__What to work on__. Search the entries below for the word "song" and copy each line that has it.

__Data to process__.
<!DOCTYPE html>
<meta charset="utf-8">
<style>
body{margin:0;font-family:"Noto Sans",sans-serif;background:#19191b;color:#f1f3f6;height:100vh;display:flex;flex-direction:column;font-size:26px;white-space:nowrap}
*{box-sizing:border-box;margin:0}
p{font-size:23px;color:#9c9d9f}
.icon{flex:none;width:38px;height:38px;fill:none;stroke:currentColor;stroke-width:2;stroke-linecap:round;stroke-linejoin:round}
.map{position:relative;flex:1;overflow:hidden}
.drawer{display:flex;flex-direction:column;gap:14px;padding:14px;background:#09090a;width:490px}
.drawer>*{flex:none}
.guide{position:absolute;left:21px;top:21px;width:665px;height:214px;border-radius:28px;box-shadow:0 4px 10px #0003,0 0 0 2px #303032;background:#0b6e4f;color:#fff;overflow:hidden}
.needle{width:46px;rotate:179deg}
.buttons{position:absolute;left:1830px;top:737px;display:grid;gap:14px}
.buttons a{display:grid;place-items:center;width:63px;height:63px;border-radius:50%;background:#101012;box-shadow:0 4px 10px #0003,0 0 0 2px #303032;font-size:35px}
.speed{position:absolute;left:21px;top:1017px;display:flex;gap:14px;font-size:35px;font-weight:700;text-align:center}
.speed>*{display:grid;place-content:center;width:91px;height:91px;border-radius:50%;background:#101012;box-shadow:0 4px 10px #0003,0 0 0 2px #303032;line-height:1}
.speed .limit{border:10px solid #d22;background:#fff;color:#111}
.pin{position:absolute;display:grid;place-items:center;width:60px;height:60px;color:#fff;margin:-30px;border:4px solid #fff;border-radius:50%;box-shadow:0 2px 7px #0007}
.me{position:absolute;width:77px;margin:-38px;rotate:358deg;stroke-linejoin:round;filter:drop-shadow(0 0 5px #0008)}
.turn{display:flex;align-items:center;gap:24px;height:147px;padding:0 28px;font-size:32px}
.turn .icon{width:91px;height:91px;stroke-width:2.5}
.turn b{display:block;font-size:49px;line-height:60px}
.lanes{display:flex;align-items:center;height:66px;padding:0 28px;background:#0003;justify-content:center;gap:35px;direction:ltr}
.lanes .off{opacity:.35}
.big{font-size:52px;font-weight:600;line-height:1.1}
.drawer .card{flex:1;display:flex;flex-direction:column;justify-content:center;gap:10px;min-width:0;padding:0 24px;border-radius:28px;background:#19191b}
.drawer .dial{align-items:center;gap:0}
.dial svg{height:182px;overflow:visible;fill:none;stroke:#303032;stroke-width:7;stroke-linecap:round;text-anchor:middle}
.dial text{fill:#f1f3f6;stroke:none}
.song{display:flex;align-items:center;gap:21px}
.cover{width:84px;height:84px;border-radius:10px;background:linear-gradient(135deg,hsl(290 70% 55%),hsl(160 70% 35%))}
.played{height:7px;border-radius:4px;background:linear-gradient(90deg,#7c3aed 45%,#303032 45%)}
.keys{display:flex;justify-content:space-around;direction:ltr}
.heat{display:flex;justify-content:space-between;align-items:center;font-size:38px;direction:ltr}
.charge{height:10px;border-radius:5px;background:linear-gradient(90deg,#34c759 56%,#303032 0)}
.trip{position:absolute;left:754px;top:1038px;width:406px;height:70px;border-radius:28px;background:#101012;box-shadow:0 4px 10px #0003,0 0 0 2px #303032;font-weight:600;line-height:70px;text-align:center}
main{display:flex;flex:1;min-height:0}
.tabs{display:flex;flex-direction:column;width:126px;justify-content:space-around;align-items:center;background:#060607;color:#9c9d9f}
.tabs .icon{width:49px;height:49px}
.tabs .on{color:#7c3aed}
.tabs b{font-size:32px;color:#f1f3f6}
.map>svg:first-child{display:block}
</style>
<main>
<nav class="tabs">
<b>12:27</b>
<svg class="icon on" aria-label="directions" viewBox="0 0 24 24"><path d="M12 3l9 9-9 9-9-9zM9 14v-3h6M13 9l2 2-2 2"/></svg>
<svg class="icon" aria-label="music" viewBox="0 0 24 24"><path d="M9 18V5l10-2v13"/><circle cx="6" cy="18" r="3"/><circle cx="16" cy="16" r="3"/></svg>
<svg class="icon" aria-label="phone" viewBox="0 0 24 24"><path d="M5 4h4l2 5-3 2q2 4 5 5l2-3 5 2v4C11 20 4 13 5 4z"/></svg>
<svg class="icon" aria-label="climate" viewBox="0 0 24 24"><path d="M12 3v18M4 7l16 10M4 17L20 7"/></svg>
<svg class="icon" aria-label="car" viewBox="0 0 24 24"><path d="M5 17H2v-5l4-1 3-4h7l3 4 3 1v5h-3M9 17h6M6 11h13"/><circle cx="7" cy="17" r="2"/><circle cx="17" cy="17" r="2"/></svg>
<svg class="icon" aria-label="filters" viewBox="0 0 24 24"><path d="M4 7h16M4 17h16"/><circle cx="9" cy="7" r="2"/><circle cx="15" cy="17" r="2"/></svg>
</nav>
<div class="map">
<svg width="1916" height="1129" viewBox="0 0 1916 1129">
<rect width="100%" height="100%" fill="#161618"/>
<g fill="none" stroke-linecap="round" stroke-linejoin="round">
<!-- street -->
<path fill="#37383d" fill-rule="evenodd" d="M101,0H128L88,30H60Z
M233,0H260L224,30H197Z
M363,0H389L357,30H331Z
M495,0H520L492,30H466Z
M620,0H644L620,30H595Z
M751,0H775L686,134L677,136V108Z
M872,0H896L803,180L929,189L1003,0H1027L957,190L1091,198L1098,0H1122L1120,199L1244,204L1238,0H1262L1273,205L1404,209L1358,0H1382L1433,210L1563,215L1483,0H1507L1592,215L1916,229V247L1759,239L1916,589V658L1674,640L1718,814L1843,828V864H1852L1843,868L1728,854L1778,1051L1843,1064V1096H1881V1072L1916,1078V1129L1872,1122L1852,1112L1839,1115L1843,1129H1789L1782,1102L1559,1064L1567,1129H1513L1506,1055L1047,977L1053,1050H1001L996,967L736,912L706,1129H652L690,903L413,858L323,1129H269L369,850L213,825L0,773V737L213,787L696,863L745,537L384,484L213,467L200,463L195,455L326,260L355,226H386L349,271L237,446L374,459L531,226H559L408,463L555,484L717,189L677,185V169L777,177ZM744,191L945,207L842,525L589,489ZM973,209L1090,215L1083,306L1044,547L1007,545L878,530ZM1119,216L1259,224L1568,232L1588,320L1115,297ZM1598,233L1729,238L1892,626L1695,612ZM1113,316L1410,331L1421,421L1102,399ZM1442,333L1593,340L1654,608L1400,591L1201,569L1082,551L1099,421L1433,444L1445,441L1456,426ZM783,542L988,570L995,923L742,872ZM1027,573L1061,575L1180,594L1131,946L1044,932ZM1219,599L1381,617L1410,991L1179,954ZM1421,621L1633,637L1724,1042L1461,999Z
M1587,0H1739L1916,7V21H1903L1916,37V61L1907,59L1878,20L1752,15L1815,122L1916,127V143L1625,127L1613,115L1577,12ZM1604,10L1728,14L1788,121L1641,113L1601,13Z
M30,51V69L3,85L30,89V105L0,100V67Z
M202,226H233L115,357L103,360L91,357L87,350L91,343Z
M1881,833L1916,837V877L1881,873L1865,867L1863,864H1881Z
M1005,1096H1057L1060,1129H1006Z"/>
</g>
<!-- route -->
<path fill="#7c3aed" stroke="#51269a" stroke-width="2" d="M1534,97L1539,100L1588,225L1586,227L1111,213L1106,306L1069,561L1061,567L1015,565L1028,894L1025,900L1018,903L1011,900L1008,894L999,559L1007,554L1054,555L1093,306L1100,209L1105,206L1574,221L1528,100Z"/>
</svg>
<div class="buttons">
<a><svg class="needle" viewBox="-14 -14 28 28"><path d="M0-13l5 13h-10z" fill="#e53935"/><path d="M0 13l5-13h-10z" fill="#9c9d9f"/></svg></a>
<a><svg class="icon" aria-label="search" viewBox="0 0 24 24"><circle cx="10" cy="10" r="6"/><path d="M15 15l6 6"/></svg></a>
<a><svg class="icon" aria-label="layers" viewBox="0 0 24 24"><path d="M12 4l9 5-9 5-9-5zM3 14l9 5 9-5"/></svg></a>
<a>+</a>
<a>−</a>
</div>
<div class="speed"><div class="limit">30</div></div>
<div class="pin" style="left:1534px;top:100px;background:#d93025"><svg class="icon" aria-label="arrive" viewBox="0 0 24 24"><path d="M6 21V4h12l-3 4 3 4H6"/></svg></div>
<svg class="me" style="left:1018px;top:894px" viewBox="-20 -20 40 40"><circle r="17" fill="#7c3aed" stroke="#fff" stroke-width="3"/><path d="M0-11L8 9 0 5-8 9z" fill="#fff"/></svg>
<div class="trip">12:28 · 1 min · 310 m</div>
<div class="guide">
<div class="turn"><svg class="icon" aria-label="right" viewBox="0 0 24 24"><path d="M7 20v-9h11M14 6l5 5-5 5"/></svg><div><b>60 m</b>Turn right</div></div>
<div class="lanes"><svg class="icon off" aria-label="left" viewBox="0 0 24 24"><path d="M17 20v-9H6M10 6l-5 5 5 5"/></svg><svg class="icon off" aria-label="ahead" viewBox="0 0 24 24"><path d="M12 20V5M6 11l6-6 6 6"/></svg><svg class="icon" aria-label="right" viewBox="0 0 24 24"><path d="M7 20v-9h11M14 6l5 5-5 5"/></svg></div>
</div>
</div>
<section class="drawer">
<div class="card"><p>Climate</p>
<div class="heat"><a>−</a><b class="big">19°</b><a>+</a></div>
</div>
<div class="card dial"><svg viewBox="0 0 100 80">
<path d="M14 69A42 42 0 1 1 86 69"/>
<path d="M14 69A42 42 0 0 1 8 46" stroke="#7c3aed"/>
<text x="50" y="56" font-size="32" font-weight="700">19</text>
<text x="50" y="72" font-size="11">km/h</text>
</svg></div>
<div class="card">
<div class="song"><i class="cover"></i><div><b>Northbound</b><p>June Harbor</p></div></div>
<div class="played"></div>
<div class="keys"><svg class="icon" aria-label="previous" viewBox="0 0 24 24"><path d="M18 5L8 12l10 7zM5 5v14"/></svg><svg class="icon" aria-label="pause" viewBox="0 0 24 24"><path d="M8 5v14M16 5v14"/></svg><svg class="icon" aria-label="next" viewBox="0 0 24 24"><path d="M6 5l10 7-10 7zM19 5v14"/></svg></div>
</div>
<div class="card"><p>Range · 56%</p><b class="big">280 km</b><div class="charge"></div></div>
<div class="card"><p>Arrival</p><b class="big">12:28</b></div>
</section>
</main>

==

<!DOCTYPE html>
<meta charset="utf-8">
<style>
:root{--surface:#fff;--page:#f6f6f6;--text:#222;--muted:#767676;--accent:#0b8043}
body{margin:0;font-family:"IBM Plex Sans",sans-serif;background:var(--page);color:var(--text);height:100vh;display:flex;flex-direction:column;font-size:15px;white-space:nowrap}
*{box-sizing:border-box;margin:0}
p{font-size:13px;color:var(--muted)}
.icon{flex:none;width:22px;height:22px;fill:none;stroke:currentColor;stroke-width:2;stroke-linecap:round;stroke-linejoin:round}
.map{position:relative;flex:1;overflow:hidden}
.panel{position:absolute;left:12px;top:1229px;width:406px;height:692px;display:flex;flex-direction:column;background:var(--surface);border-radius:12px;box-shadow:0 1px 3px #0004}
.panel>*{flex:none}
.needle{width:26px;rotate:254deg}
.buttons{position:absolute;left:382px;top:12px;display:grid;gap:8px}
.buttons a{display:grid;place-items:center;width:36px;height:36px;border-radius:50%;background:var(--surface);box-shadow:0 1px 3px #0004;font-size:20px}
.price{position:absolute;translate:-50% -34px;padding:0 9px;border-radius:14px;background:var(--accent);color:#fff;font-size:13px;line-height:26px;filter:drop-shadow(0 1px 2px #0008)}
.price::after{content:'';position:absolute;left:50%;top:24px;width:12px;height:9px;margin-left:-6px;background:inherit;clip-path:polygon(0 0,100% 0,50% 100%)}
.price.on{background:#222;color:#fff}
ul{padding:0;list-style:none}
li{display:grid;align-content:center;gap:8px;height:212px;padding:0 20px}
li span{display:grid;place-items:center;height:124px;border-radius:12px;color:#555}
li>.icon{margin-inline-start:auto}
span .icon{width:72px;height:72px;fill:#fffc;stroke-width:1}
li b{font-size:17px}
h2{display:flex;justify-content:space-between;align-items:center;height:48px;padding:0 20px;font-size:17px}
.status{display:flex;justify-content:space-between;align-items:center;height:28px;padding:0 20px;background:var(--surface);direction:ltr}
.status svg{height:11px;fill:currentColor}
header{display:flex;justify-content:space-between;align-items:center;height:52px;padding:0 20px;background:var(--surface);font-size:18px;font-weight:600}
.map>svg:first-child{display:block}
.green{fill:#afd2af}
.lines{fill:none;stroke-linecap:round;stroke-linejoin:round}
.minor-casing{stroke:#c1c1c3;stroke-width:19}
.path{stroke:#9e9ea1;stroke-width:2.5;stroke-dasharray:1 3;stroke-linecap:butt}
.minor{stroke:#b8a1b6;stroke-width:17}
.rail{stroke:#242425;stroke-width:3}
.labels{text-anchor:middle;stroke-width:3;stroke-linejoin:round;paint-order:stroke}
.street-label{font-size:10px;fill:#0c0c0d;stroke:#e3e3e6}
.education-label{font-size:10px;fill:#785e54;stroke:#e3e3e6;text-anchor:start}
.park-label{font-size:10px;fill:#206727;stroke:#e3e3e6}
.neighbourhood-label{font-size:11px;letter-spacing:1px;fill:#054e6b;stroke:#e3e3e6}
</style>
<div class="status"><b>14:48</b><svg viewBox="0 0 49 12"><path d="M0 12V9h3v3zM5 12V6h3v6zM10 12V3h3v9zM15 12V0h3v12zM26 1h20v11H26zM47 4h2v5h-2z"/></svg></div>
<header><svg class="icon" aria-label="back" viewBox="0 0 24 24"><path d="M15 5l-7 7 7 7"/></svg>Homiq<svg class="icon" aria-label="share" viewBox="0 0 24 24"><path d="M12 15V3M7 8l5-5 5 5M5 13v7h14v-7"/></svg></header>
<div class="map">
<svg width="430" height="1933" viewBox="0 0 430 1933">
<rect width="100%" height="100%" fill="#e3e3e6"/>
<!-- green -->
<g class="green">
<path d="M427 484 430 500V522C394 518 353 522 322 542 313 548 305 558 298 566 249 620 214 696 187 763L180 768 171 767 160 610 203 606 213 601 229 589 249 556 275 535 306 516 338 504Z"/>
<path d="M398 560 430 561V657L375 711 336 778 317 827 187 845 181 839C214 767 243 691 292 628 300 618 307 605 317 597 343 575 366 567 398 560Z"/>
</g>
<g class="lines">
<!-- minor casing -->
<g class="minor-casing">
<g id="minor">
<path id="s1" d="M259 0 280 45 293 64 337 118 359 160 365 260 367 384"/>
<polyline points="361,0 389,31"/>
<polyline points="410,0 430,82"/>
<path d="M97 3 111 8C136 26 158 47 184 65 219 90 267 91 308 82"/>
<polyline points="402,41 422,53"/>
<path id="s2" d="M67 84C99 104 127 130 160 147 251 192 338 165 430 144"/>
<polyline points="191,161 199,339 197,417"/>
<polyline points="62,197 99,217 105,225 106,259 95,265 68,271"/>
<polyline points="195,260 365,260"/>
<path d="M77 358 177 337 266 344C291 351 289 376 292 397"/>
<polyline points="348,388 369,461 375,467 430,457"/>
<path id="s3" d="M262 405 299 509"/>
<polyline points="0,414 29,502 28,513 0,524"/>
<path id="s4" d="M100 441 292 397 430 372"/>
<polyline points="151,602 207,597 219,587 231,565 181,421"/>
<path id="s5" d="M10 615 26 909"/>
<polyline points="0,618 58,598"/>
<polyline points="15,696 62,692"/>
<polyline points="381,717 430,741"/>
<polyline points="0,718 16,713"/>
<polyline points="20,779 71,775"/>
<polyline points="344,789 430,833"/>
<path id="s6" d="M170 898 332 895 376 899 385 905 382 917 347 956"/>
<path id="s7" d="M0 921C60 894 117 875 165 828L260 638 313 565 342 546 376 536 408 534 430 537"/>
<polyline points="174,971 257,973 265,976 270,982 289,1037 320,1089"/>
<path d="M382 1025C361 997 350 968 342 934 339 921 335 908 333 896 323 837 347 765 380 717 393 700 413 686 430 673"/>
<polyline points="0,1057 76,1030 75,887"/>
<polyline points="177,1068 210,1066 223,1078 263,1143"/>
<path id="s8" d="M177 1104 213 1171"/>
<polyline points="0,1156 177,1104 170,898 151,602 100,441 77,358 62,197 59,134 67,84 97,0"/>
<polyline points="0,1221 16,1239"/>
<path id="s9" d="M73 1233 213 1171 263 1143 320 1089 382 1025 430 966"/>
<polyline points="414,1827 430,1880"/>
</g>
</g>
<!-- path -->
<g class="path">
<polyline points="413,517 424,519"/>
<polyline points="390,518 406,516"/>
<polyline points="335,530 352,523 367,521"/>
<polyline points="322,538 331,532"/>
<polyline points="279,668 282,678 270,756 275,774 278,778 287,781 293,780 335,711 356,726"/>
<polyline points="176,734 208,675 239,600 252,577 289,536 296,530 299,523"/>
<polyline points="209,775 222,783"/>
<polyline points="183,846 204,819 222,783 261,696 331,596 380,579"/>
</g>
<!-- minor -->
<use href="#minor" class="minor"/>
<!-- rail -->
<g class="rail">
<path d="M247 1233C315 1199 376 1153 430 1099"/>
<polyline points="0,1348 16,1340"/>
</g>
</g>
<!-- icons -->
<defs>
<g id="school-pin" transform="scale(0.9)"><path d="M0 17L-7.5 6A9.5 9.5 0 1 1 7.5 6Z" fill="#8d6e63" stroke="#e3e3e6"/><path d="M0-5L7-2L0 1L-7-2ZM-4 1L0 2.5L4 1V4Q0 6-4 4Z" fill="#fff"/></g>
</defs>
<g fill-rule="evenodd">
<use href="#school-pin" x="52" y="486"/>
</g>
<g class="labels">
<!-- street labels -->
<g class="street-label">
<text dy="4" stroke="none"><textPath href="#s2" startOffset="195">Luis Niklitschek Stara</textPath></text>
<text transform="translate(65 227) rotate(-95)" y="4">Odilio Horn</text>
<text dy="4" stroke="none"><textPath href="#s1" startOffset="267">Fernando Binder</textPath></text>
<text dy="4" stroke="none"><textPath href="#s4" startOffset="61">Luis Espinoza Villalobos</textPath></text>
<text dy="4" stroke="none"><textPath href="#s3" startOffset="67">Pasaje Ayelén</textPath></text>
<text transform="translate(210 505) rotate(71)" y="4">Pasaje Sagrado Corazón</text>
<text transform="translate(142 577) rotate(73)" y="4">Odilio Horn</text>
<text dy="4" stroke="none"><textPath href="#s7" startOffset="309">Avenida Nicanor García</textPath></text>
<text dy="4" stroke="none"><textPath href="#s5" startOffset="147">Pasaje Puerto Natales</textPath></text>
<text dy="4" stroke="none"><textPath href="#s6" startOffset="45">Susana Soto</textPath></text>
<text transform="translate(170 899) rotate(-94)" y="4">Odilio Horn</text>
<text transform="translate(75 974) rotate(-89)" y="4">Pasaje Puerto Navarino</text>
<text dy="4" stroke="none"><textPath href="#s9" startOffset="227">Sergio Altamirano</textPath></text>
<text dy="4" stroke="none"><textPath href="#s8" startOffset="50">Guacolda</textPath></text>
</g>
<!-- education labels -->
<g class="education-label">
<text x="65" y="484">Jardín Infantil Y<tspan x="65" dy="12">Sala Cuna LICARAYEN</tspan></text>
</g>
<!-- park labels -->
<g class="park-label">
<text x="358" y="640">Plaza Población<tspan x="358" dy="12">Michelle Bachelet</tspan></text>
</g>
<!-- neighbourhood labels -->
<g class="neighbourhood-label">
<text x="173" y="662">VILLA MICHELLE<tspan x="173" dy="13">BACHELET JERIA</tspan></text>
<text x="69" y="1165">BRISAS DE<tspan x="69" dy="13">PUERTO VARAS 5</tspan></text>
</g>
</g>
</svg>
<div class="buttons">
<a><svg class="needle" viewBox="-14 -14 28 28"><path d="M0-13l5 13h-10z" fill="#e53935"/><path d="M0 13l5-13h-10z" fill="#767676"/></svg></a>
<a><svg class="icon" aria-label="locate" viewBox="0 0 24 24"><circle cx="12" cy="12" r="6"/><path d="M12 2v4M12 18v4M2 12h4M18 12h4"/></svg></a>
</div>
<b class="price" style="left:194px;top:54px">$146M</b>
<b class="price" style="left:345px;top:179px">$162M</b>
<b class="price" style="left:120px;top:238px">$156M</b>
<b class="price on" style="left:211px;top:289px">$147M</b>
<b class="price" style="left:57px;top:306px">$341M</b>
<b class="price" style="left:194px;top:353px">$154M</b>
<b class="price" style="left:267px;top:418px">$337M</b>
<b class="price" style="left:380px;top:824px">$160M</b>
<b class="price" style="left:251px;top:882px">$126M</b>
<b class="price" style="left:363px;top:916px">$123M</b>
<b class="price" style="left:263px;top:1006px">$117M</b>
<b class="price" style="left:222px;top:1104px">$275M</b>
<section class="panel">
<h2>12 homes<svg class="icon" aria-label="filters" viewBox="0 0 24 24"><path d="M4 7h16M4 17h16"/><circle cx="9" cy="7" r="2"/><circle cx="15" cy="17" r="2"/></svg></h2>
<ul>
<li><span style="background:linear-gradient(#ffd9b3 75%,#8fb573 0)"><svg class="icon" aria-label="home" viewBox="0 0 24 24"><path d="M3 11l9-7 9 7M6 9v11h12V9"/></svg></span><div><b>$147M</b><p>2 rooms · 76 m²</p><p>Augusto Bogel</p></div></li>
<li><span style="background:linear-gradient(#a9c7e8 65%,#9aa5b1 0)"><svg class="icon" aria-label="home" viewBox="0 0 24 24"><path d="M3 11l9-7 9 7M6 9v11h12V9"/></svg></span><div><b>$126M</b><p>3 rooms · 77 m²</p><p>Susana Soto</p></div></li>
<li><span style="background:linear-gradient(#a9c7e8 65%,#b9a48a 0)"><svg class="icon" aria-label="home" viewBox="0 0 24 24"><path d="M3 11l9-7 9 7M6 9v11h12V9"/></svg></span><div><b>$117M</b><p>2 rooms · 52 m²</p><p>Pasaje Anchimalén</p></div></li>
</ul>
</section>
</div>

__Reply__.
.song{display:flex;align-items:center;gap:21px}
<div class="song"><i class="cover"></i><div><b>Northbound</b><p>June Harbor</p></div></div>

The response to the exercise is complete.